This is a guest blog post by Franziska Geiger. She shares the experience of working on the GraalVM Python implementation during her recent internship with the Oracle Labs GraalVM team in Zurich.
The GraalVM Python implementation is an open source project, hosted by Oracle Labs. The project implements a Python interpreter in Java using the Truffle API to run on the GraalVM. Right now, this implementation doesn’t support all Python functionalities, but it can be freely extended by contributors on GitHub. To contribute to the project a base understanding of the GraalVM ecosystem is necessary as well as an understanding of the projects components and architecture. Gathering that knowledge by crawling through the code is a time consuming and overwhelming task for beginners. This article guides step by step through the project and provides an easy access point to dig deeper into the code. The post explains concepts relevant to how Python on GraalVM works, what its main components are, and how to start contributing. It also explains useful commands for debugging and testing to have a more efficient and smooth coding experience.
The GraalVM Python implementation
This is a completely new implementation of Python. The goal is to create a fast Python implementation integrated with the GraalVM compiler. The GraalVM compiler is implemented in Java. To implement new languages on GraalVM, a framework called Truffle is used. Truffle provides an annotation based DSL to easily specify an optimizable abstract syntax tree of a language. The Python implementation uses multiple other GraalVM projects as can be seen in the following graphic. Every square represents an individual project.
GraalVM is an equivalent to a Hotspot virtual machine using an alternative compiler, called GraalVM compiler, alongside the normal Java compiler. This is the core component for all GraalVM projects. The just-in-time compiler uses advanced techniques to improve the performance of Java code. On top of it to make it easier to execute other languages on GraalVM, the Truffle API is used to interpret a language from an abstract syntax tree (AST). Truffle provides an easy way to define the AST nodes and automatically delivers the AST to GraalVM. For detailed information about the two projects check this blog post.
Python, too, is implemented using Truffle ASTs to interpret Python code. Besides the Python AST, the Python project also heavily depends on the Sulong project, used to interpret LLVM bitcode. This output format of the clang compiler is used to run Python libraries that contain C Extensions. These modules are parsed and run using Sulong, and they interact with the GraalVM Python implementation through a custom C API implementation that uses Truffle language interop.

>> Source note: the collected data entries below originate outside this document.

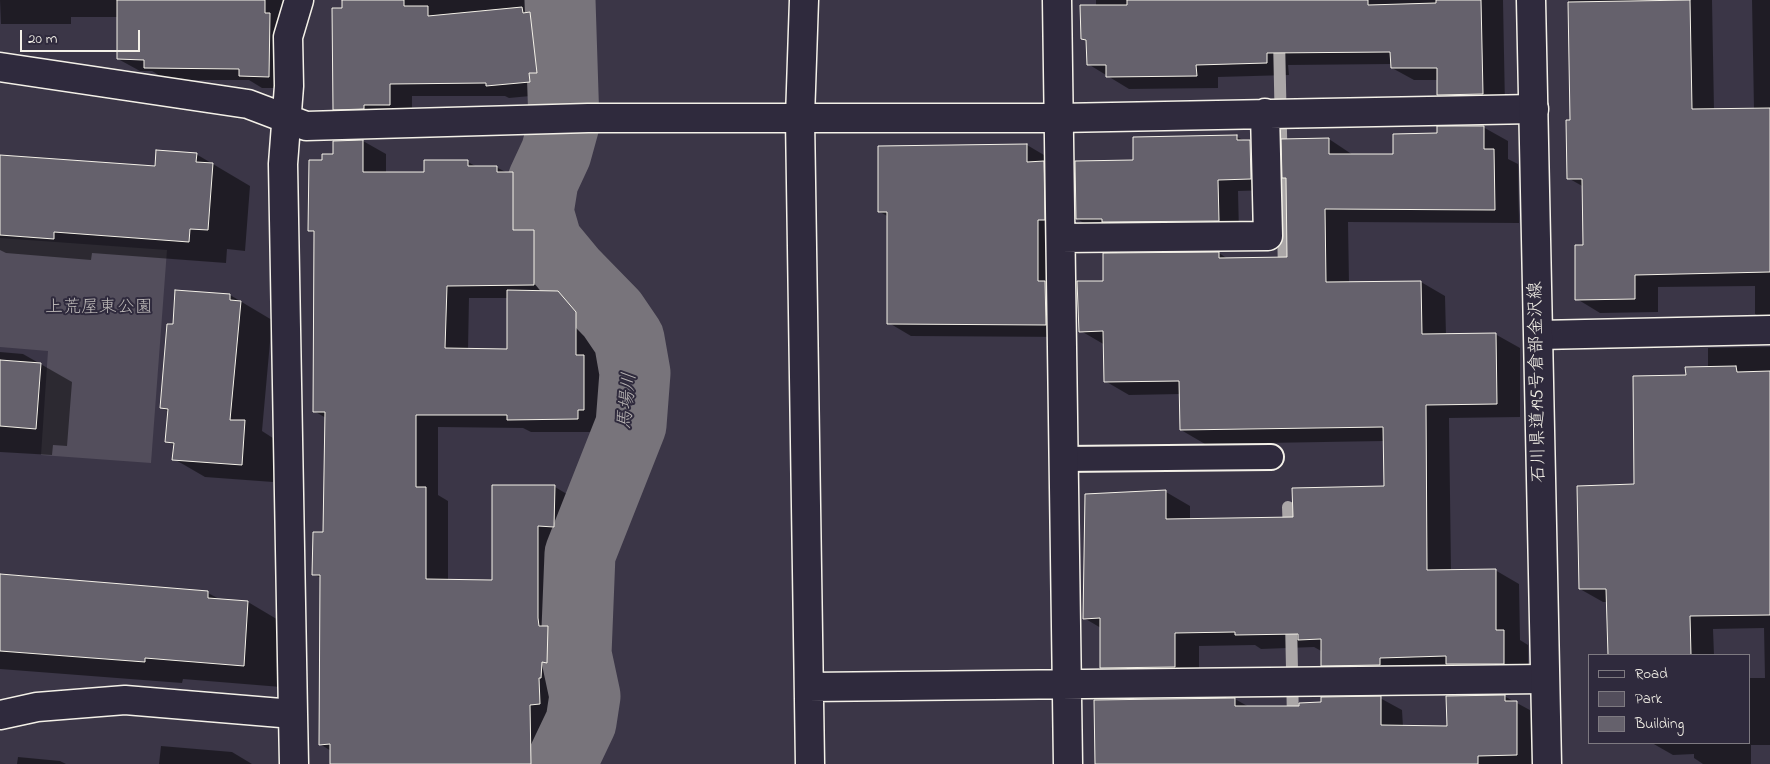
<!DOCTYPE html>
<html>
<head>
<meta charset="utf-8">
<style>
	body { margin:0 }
	#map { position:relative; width:1770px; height:764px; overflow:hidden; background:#3b3647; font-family:"Indie Flower",sans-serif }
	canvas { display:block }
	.legend { position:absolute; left:1588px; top:654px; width:162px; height:90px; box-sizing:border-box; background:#2f2a3d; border:1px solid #7e7a81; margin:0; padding:6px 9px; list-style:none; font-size:15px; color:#f4f1e8 }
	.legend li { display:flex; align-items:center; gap:10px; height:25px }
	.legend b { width:25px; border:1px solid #7e7a81 }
	.scale { position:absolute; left:20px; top:30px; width:120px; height:22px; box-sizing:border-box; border:2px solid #f4f1e8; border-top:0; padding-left:6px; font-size:15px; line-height:18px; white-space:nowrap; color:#f4f1e8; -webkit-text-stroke:4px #2f2a3d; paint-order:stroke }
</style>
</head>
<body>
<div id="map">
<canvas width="1770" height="764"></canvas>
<ul class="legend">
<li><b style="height:6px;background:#2f2a3d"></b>Road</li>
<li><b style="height:14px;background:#534e5c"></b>Park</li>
<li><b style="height:14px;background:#65616c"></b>Building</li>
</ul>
<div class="scale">20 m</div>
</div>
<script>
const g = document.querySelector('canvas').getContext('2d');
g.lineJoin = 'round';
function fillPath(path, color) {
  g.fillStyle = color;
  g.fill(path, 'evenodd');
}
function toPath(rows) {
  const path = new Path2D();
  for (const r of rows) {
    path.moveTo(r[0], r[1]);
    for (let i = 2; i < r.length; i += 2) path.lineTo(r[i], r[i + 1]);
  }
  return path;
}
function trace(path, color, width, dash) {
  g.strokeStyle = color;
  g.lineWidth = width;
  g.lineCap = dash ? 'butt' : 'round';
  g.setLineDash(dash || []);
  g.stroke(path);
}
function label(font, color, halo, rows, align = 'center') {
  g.font = font + ' "Indie Flower","Klee One",sans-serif';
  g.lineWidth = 4;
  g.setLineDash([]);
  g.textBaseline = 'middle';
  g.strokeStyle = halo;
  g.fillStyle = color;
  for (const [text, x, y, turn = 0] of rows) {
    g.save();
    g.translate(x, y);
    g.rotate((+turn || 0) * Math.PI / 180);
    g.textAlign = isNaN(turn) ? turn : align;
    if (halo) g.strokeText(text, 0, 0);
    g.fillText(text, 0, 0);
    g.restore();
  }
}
const green = toPath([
	[0,238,167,250,151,463,41,455,48,351,0,347]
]);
const shadow = toPath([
	[0,0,291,0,290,88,262,88,249,80,167,80,152,71,140,71,118,59,119,17,71,17,71,24,1,24],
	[344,0,552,0,559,85,551,86,552,94,509,98,505,96,412,96,412,117,356,122,334,109],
	[1096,0,1503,0,1505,106,1460,107,1438,94,1438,80,1414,80,1392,68,1392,64,1288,65,1289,75,1218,77,1218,88,1129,89,1088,64,1087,42,1082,38,1096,6],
	[1569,0,1712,0,1714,110,1754,110,1752,0,1770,0,1770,323,1755,314,1755,286,1658,287,1658,312,1600,313,1577,299,1584,246,1584,187,1568,178,1572,121],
	[1483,127,1508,141,1508,159,1518,164,1519,223,1348,222,1349,283,1421,282,1445,296,1446,335,1495,334,1520,348,1520,417,1449,418,1451,571,1495,570,1519,584,1520,640,1528,645,1528,677,1347,679,1323,665,1323,652,1314,647,1261,649,1255,645,1199,646,1199,681,1126,681,1101,667,1101,628,1084,618,1166,492,1190,506,1190,520,1294,519,1385,487,1384,441,1205,444,1181,430,1181,394,1129,395,1105,381,1105,345,1081,331,1104,282,1219,253,1228,259,1288,258,1287,180,1283,178,1329,139,1353,155,1394,155,1439,134],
	[1237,137,1270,153,1271,190,1238,191,1239,232,1098,231,1077,219,1134,161],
	[363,141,386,154,386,173,425,173,468,162,477,167,496,167,535,187,535,232,557,245,557,292,581,305,599,326,598,365,607,369,607,423,600,423,600,432,531,432,523,428,438,427,438,495,448,501,448,581,493,581,555,487,577,500,577,539,560,539,560,631,561,636,570,641,570,675,564,675,564,691,561,691,562,717,552,717,553,764,332,764,331,751,320,744,321,578,313,574,324,533,326,418,314,411,316,234,310,230,323,162,334,155,334,142],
	[469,298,508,298,508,350,468,350],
	[1027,145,1049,158,1068,337,911,336,889,323,889,217,880,212],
	[196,154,250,186,245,251,227,249,226,263,92,253,91,260,6,253,0,250,0,155,156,168],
	[176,291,230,295,272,320,262,431,276,440,273,482,205,477,174,459,175,446,167,441,169,412,162,408,174,325],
	[1770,347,1770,745,1751,745,1751,764,1703,764,1694,758,1694,754,1673,755,1652,743,1749,743,1749,678,1765,678,1764,628,1713,629,1714,655,1609,655,1608,602,1603,602,1580,589,1635,486,1687,376,1708,368,1708,348],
	[0,352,23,354,72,382,67,446,53,445,52,455,0,452],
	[0,576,208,593,221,600,248,602,285,624,281,687,183,679,182,683,0,669],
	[1504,696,1539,715,1539,764,1096,764,1235,699,1249,707,1300,707,1380,698,1402,710,1403,727,1448,728],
	[161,746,232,752,252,764,159,764],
	[18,757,60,761,66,764,17,764]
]);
const stream = toPath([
	[1279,38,1284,273],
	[1288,507,1289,534],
	[1291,619,1293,722]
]);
const river = toPath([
	[560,0,564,124,556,153,543,181,538,212,547,243,571,272,612,314,629,339,635,373,631,425,580,554,576,654,585,696,581,722,561,764]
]);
const building = toPath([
	[117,0,265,0,265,13,270,13,269,77,239,76,239,69,144,68,144,60,117,59,117,0],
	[342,0,404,0,404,6,428,6,428,16,522,7,523,13,530,12,537,73,529,73,530,82,486,86,486,83,390,84,390,105,364,105,364,109,333,110,332,8,342,8,342,0],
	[1127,0,1368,0,1368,5,1436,3,1436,0,1481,0,1483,94,1437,95,1437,68,1391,68,1390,52,1267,53,1267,63,1196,65,1197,76,1106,77,1106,65,1087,65,1086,40,1081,39,1080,5,1127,5,1127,0],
	[1690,0,1692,109,1770,108,1770,272,1635,275,1635,299,1575,300,1575,245,1583,245,1582,179,1567,179,1566,120,1570,120,1568,2,1690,0],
	[1437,126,1484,126,1484,149,1494,149,1495,210,1325,209,1326,282,1421,281,1422,334,1496,333,1497,404,1426,405,1427,570,1496,569,1496,630,1504,630,1504,664,1446,664,1446,656,1380,658,1380,665,1321,666,1321,639,1298,640,1298,634,1235,635,1235,632,1175,633,1175,667,1100,668,1100,618,1083,619,1085,494,1166,490,1166,519,1293,517,1292,488,1384,486,1383,427,1180,430,1179,381,1104,382,1103,331,1079,332,1077,281,1103,281,1103,253,1219,252,1219,258,1287,257,1286,178,1282,178,1281,139,1329,138,1329,154,1393,154,1393,134,1437,133,1437,126],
	[1237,135,1237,140,1250,140,1251,179,1218,180,1219,221,1102,222,1102,219,1076,219,1075,161,1133,160,1133,137,1237,135],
	[363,140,363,172,424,172,424,160,468,160,468,166,497,166,497,172,513,172,513,230,534,230,534,285,447,286,445,348,507,349,507,290,558,291,576,312,576,355,584,355,584,410,578,410,578,419,507,420,507,415,416,415,416,487,426,487,426,579,492,580,492,485,555,485,554,527,538,526,538,618,539,626,548,626,547,663,542,662,541,678,539,678,540,704,530,705,531,764,330,764,330,744,319,745,320,575,312,575,313,532,323,532,325,412,313,412,314,231,308,231,309,160,322,160,322,154,333,154,333,141,363,140],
	[1027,144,1027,162,1044,161,1045,220,1038,220,1038,281,1045,281,1046,325,887,324,887,212,878,212,878,146,1027,144],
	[156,150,197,153,196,162,213,163,208,230,190,229,189,242,54,232,54,239,0,235,0,155,155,166,156,150],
	[175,290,230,294,230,300,241,301,230,420,245,420,242,465,172,460,174,443,165,442,168,409,160,408,167,324,173,324,175,290],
	[0,360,41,363,36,429,0,426,0,360],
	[1736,366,1737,372,1770,371,1770,615,1690,616,1691,655,1608,655,1606,589,1579,589,1577,486,1634,484,1633,376,1686,375,1685,367,1736,366],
	[0,574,208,591,208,598,248,601,244,666,145,658,145,662,0,651,0,574],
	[1505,695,1505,701,1517,701,1517,755,1478,756,1478,764,1095,764,1094,700,1235,698,1235,706,1299,706,1299,703,1321,702,1321,697,1381,696,1381,725,1447,726,1446,696,1505,695]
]);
const service = toPath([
	[1063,459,1271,457]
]);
const minor = toPath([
	[804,0,800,118,810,764],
	[1057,0,1068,764],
	[0,67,248,104,306,126,588,118,1059,118,1534,109],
	[1061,238,1268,236,1265,113],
	[1539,335,1770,330],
	[809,687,1544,679],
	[293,714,283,164,289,86,288,37,299,0],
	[0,715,37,707,125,700,293,714,294,764]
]);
const secondary = toPath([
	[1531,0,1547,764]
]);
const parkNames = [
	["上荒屋東公園",99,309]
];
const streetNames = [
	["石川県道195号倉部金沢線",1539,382,-91]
];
const waterNames = [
	["馬場川",629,401,-84]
];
fillPath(green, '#534e5c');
fillPath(shadow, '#0007');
trace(stream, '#aaa6a7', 12);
trace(river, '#78747b', 71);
fillPath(building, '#65616c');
trace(building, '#f4f1e8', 1);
trace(service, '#f4f1e8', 28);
trace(minor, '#f4f1e8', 31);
trace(secondary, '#f4f1e8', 31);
trace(service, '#2f2a3d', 24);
trace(minor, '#2f2a3d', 28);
trace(secondary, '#2f2a3d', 28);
label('18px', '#bcb8b7', '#2f2a3d', parkNames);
label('18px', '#f4f1e8', '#2f2a3d', streetNames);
label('italic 19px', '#b6b2b2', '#2f2a3d', waterNames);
</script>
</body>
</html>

All these projects; the GraalVM compiler, Truffle, Sulong, and Python use
mx as build tool.
mx loads third party artifacts, manages dependencies to other projects, and invokes the compilers in the right order.
Setup the environment
To get started with the GraalVM Python implementation its parent project has to be set up and GraalVM source code must be available. Check out the mx repository and add
PATH as well as check out GraalVM, and set up the VM as described in its README, before starting to work on Python.
The Python component can be cloned from GitHub:
$ git clone https://github.com/graalvm/graalpython.git
Check out the project in same base directory as GraalVM repository is checked out. You will also need to download a JVMCI-enabled JDK which is available from https://github.com/graalvm/openjdk8-jvmci-builder/releases. Put the path to it as your
JAVA_HOME environment variable.
To set up the repository for usage in an IDE use the following command:
$ mx ideinit
This will initialize all necessary configurations for Eclipse, IntelliJ, and Netbeans. After that you can open the project in your IDE, and build it there or using
$ mx build
If everything is set up correctly, the command will finish successfully and the Python implementation is ready to use. The first build can take a few minutes, because all the depending projects have to be built as well.
mx automatically does incremental builds however, so subsequent builds are quicker.
To run the GraalVM Python implementation the command provided by
mx can be used and a standard Python REPL is started.
$ mx python
Python 3.7.4 (Mon Aug 19 17:46:44 CEST 2019)
[Interpreted, Java 1.8.0_222] on linux
Type "help", "copyright", "credits" or "license" for more information.
Please note: This Python implementation is in the very early stages, and can run little more than basic benchmarks at this point.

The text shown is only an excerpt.